News In Brief

In their most dramatic strike since the election of Ariel Sharon as new prime minister, Israeli forces rocketed a car carrying a senior Palestinian security officer in the Gaza Strip, killing him. An Army spokesman said Israel had "very solid proof" that Masoud Ayad belonged to Hizbullah, the guerrilla group operating in Lebanon, and had been setting up a Gaza branch. Palestinian militants vowed to avenge his death. Meanwhile, Sharon said he was "on the verge" of completing a unity government with the Labor Party of outgoing Prime Minister Ehud Barak.

Construction will resume immediately on a controversial $5.5 billion nuclear power plant in Taiwan, the government and leaders of parliament agreed. The accord was aimed at ending a political standoff that has sent the main stock index plummeting. The uproar began in October when Premier Chang Chun-hsiung ordered a halt to the partly completed facility without consulting parliament as required by law. The plant was the pet project of the opposition-dominated legislature. Taiwan already has three commercial nuclear power plants but lacks facilities to process the tons of waste they generate.

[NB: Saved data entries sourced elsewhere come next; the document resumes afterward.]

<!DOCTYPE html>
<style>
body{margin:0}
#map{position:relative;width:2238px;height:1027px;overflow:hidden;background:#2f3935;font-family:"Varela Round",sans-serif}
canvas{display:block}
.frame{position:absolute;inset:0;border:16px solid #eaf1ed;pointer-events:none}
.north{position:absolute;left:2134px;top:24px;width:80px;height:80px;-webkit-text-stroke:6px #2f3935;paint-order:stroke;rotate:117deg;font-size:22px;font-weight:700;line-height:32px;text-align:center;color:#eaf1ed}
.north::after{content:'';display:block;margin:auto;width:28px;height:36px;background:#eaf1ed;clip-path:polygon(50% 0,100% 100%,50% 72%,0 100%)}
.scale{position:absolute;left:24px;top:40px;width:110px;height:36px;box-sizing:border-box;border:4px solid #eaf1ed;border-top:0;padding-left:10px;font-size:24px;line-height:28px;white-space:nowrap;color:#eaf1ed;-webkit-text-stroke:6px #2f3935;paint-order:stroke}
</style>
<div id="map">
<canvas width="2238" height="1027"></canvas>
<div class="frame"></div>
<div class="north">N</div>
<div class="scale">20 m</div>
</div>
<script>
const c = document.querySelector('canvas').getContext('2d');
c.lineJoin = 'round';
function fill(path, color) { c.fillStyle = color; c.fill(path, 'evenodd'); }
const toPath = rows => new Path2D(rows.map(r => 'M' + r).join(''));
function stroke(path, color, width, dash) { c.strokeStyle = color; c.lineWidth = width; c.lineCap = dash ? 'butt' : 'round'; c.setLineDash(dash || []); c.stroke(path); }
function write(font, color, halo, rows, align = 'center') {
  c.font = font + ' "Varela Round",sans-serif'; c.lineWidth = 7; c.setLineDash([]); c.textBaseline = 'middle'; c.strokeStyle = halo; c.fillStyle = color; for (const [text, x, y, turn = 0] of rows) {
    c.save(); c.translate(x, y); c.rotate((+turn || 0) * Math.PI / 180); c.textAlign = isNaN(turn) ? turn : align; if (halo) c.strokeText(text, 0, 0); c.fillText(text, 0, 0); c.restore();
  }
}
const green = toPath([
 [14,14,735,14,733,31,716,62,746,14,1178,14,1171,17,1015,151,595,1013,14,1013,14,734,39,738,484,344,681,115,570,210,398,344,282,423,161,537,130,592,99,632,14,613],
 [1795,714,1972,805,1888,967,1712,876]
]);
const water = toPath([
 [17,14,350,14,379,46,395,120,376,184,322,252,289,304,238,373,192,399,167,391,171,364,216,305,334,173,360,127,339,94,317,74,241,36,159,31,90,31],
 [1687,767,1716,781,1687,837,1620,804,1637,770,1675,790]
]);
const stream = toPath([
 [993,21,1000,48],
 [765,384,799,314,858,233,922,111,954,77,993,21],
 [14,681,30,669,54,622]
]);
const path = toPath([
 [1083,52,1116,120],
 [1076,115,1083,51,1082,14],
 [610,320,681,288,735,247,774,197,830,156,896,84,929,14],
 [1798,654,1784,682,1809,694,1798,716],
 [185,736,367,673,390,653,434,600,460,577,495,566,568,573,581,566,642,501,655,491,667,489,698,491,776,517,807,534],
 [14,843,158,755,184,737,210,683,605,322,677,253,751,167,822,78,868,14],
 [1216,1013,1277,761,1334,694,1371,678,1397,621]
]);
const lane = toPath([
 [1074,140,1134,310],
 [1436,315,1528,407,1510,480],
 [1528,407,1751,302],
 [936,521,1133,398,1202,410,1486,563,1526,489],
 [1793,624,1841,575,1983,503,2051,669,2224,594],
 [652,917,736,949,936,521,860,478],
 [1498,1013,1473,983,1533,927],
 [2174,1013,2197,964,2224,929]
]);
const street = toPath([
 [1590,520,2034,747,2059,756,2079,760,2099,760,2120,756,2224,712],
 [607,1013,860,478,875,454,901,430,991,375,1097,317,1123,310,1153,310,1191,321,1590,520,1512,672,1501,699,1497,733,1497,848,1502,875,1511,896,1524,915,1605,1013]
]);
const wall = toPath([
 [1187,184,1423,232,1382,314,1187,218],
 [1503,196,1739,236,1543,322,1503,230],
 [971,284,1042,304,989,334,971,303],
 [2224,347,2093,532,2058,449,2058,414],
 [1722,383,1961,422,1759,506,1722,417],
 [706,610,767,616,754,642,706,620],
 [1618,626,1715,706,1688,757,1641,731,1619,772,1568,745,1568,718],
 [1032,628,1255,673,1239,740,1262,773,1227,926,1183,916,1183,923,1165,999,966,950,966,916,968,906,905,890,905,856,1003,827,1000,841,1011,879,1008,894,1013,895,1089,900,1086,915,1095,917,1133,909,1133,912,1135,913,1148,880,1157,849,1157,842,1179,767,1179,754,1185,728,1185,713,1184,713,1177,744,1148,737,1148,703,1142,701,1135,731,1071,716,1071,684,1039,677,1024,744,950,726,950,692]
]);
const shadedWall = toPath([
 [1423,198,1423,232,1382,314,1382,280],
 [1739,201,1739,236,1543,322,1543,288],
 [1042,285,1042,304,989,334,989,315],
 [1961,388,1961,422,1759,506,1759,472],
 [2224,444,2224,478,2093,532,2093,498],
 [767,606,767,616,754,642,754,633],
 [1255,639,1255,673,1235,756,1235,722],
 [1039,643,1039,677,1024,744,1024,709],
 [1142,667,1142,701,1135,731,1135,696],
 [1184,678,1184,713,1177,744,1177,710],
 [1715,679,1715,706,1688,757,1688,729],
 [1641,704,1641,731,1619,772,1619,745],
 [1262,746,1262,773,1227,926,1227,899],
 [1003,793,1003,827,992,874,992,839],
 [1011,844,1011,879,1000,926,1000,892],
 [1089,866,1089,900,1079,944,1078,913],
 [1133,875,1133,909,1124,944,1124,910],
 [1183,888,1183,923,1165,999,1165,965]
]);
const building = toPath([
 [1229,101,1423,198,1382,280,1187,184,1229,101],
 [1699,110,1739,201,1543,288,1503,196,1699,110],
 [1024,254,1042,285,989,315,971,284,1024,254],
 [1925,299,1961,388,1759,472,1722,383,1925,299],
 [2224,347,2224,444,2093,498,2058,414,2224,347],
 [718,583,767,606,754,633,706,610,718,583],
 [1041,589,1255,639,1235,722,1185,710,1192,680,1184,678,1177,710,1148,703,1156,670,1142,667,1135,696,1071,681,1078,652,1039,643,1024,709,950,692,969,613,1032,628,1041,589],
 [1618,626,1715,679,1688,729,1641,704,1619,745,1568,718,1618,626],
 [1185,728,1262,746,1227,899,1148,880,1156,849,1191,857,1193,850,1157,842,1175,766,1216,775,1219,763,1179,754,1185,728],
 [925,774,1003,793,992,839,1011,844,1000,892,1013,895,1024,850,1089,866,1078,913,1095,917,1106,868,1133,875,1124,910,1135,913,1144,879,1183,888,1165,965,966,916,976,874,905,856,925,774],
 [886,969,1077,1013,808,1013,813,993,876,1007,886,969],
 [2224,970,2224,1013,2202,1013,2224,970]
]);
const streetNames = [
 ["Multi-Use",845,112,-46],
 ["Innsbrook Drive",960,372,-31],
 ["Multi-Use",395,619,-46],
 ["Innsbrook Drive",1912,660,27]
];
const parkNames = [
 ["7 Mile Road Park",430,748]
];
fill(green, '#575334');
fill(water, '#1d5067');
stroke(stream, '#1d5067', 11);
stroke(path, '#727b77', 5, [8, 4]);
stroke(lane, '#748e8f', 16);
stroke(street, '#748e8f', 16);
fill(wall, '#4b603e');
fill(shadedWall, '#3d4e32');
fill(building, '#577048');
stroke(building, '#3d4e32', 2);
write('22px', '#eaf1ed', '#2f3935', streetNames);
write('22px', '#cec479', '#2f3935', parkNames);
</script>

Corruption charges against fallen President Joseph Estrada could be ready as soon as Monday, and his immediate arrest would follow, prosecutors in the Philippines said. The government is known to be planning to charge him with plunder, a crime punishable by death. Estrada also was warned by successor Gloria Macapagal Arroyo not to expect a pretrial pardon if his case comes to court. Meanwhile, speculation grew that he might be attempting a comeback through his wife, who filed her candidacy for a vacant seat in the Senate just as registration was closing.

With less than a month to go before the presidential election in Uganda, a runoff appears likely, results of a new opinion poll showed. The survey found the closest of five challengers, retired Gen. Kiiza Besigye, has pulled to within four percentage points of incumbent Yoweri Museveni. Both fell shy of the 50 percent plus one vote needed to win in the first round. Museveni, in power since 1986, is seeking a fourth five-year term.

An additional 1.2 million older cattle in European Union countries may be designated for slaughter if the bloc's executive commission OK's a new plan to deal with the "mad cow" crisis, reports said. The new cull would come on top of the slaughter of up to 2 million animals by June 30 in a measure passed earlier. As the commission met in Brussels, Belgian farmers snarled rush-hour traffic to demand more government aid to cover their losses. But in approving a $900 million budget Monday for combating the disease, EU finance ministers said no more money would be provided if that wasn't enough.